> **Record set**:

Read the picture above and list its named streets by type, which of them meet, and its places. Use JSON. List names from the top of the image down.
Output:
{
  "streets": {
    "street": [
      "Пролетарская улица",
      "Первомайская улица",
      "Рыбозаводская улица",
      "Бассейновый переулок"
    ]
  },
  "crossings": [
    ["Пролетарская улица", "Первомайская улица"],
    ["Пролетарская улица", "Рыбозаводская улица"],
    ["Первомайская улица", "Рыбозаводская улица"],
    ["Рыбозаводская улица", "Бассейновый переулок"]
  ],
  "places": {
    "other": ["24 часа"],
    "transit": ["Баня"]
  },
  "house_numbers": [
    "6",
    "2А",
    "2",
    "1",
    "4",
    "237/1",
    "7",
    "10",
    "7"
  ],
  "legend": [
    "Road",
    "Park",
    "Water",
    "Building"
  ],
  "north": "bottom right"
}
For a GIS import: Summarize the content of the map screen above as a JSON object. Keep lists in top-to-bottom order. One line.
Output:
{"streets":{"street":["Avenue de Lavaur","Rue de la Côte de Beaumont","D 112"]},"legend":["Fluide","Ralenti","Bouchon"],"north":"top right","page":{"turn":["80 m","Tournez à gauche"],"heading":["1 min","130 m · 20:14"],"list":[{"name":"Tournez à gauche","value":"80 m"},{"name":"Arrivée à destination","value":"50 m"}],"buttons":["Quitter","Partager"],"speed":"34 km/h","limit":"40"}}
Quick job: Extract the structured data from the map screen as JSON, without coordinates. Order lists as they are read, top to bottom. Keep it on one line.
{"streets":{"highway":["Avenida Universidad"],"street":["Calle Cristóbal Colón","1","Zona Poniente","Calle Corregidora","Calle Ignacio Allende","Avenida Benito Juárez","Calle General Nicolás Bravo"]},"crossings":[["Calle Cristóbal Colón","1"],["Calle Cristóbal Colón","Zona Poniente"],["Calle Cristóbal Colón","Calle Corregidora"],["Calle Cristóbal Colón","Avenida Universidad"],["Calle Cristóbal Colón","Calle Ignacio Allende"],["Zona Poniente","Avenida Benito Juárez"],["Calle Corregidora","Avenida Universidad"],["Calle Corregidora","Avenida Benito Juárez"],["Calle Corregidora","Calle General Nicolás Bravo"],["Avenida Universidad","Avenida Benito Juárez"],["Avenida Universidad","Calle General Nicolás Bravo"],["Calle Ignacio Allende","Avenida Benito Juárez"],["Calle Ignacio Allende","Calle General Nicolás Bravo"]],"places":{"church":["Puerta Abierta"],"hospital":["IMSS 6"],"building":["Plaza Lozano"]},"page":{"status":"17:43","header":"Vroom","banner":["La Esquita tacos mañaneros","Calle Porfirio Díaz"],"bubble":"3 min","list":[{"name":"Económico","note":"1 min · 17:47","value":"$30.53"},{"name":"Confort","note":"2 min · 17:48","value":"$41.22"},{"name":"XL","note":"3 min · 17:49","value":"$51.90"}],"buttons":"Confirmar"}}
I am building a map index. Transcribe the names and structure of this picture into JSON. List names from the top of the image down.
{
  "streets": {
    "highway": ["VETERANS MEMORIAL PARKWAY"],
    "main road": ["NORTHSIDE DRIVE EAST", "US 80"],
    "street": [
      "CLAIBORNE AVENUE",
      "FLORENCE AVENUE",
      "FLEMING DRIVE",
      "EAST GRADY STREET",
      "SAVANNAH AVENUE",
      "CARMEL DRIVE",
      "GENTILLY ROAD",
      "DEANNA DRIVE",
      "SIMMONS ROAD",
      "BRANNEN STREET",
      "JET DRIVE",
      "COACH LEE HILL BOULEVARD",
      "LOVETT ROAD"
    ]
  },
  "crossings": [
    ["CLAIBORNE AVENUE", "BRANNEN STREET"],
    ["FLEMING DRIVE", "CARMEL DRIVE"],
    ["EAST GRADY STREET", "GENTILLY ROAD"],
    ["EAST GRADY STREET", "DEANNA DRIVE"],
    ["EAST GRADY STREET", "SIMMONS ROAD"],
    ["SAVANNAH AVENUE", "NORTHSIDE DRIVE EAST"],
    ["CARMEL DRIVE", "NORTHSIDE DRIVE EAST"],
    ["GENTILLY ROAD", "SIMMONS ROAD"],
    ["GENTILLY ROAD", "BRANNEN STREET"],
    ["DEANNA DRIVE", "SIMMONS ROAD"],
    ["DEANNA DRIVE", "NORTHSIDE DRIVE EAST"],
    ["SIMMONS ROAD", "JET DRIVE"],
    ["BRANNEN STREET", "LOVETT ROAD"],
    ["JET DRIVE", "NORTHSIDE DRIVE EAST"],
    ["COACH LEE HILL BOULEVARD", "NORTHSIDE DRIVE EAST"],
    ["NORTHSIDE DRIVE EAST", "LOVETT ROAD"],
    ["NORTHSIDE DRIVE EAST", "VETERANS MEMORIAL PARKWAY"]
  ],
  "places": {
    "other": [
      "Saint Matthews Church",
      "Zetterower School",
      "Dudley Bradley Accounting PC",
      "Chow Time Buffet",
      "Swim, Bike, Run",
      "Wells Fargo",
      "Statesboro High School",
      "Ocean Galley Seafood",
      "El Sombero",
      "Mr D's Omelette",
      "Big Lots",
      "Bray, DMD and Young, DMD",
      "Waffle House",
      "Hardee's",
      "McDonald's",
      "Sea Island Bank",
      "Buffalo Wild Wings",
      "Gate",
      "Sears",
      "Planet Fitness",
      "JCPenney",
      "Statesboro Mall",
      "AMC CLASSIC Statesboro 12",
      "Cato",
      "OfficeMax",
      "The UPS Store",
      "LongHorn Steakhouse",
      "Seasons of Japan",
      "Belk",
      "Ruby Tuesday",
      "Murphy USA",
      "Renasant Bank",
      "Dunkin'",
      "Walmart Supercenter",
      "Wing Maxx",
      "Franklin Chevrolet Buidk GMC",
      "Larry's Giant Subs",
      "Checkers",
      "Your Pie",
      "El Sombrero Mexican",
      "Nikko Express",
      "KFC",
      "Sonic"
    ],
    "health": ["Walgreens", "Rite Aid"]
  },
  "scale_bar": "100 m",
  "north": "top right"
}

> **What the exercise asks**: The full set of records above must be retyped exactly.

> **Task answer**:
Read the picture above and list its named streets by type, which of them meet, and its places. Use JSON. List names from the top of the image down.
Output:
{
  "streets": {
    "street": [
      "Пролетарская улица",
      "Первомайская улица",
      "Рыбозаводская улица",
      "Бассейновый переулок"
    ]
  },
  "crossings": [
    ["Пролетарская улица", "Первомайская улица"],
    ["Пролетарская улица", "Рыбозаводская улица"],
    ["Первомайская улица", "Рыбозаводская улица"],
    ["Рыбозаводская улица", "Бассейновый переулок"]
  ],
  "places": {
    "other": ["24 часа"],
    "transit": ["Баня"]
  },
  "house_numbers": [
    "6",
    "2А",
    "2",
    "1",
    "4",
    "237/1",
    "7",
    "10",
    "7"
  ],
  "legend": [
    "Road",
    "Park",
    "Water",
    "Building"
  ],
  "north": "bottom right"
}
For a GIS import: Summarize the content of the map screen above as a JSON object. Keep lists in top-to-bottom order. One line.
Output:
{"streets":{"street":["Avenue de Lavaur","Rue de la Côte de Beaumont","D 112"]},"legend":["Fluide","Ralenti","Bouchon"],"north":"top right","page":{"turn":["80 m","Tournez à gauche"],"heading":["1 min","130 m · 20:14"],"list":[{"name":"Tournez à gauche","value":"80 m"},{"name":"Arrivée à destination","value":"50 m"}],"buttons":["Quitter","Partager"],"speed":"34 km/h","limit":"40"}}
Quick job: Extract the structured data from the map screen as JSON, without coordinates. Order lists as they are read, top to bottom. Keep it on one line.
{"streets":{"highway":["Avenida Universidad"],"street":["Calle Cristóbal Colón","1","Zona Poniente","Calle Corregidora","Calle Ignacio Allende","Avenida Benito Juárez","Calle General Nicolás Bravo"]},"crossings":[["Calle Cristóbal Colón","1"],["Calle Cristóbal Colón","Zona Poniente"],["Calle Cristóbal Colón","Calle Corregidora"],["Calle Cristóbal Colón","Avenida Universidad"],["Calle Cristóbal Colón","Calle Ignacio Allende"],["Zona Poniente","Avenida Benito Juárez"],["Calle Corregidora","Avenida Universidad"],["Calle Corregidora","Avenida Benito Juárez"],["Calle Corregidora","Calle General Nicolás Bravo"],["Avenida Universidad","Avenida Benito Juárez"],["Avenida Universidad","Calle General Nicolás Bravo"],["Calle Ignacio Allende","Avenida Benito Juárez"],["Calle Ignacio Allende","Calle General Nicolás Bravo"]],"places":{"church":["Puerta Abierta"],"hospital":["IMSS 6"],"building":["Plaza Lozano"]},"page":{"status":"17:43","header":"Vroom","banner":["La Esquita tacos mañaneros","Calle Porfirio Díaz"],"bubble":"3 min","list":[{"name":"Económico","note":"1 min · 17:47","value":"$30.53"},{"name":"Confort","note":"2 min · 17:48","value":"$41.22"},{"name":"XL","note":"3 min · 17:49","value":"$51.90"}],"buttons":"Confirmar"}}
I am building a map index. Transcribe the names and structure of this picture into JSON. List names from the top of the image down.
{
  "streets": {
    "highway": ["VETERANS MEMORIAL PARKWAY"],
    "main road": ["NORTHSIDE DRIVE EAST", "US 80"],
    "street": [
      "CLAIBORNE AVENUE",
      "FLORENCE AVENUE",
      "FLEMING DRIVE",
      "EAST GRADY STREET",
      "SAVANNAH AVENUE",
      "CARMEL DRIVE",
      "GENTILLY ROAD",
      "DEANNA DRIVE",
      "SIMMONS ROAD",
      "BRANNEN STREET",
      "JET DRIVE",
      "COACH LEE HILL BOULEVARD",
      "LOVETT ROAD"
    ]
  },
  "crossings": [
    ["CLAIBORNE AVENUE", "BRANNEN STREET"],
    ["FLEMING DRIVE", "CARMEL DRIVE"],
    ["EAST GRADY STREET", "GENTILLY ROAD"],
    ["EAST GRADY STREET", "DEANNA DRIVE"],
    ["EAST GRADY STREET", "SIMMONS ROAD"],
    ["SAVANNAH AVENUE", "NORTHSIDE DRIVE EAST"],
    ["CARMEL DRIVE", "NORTHSIDE DRIVE EAST"],
    ["GENTILLY ROAD", "SIMMONS ROAD"],
    ["GENTILLY ROAD", "BRANNEN STREET"],
    ["DEANNA DRIVE", "SIMMONS ROAD"],
    ["DEANNA DRIVE", "NORTHSIDE DRIVE EAST"],
    ["SIMMONS ROAD", "JET DRIVE"],
    ["BRANNEN STREET", "LOVETT ROAD"],
    ["JET DRIVE", "NORTHSIDE DRIVE EAST"],
    ["COACH LEE HILL BOULEVARD", "NORTHSIDE DRIVE EAST"],
    ["NORTHSIDE DRIVE EAST", "LOVETT ROAD"],
    ["NORTHSIDE DRIVE EAST", "VETERANS MEMORIAL PARKWAY"]
  ],
  "places": {
    "other": [
      "Saint Matthews Church",
      "Zetterower School",
      "Dudley Bradley Accounting PC",
      "Chow Time Buffet",
      "Swim, Bike, Run",
      "Wells Fargo",
      "Statesboro High School",
      "Ocean Galley Seafood",
      "El Sombero",
      "Mr D's Omelette",
      "Big Lots",
      "Bray, DMD and Young, DMD",
      "Waffle House",
      "Hardee's",
      "McDonald's",
      "Sea Island Bank",
      "Buffalo Wild Wings",
      "Gate",
      "Sears",
      "Planet Fitness",
      "JCPenney",
      "Statesboro Mall",
      "AMC CLASSIC Statesboro 12",
      "Cato",
      "OfficeMax",
      "The UPS Store",
      "LongHorn Steakhouse",
      "Seasons of Japan",
      "Belk",
      "Ruby Tuesday",
      "Murphy USA",
      "Renasant Bank",
      "Dunkin'",
      "Walmart Supercenter",
      "Wing Maxx",
      "Franklin Chevrolet Buidk GMC",
      "Larry's Giant Subs",
      "Checkers",
      "Your Pie",
      "El Sombrero Mexican",
      "Nikko Express",
      "KFC",
      "Sonic"
    ],
    "health": ["Walgreens", "Rite Aid"]
  },
  "scale_bar": "100 m",
  "north": "top right"
}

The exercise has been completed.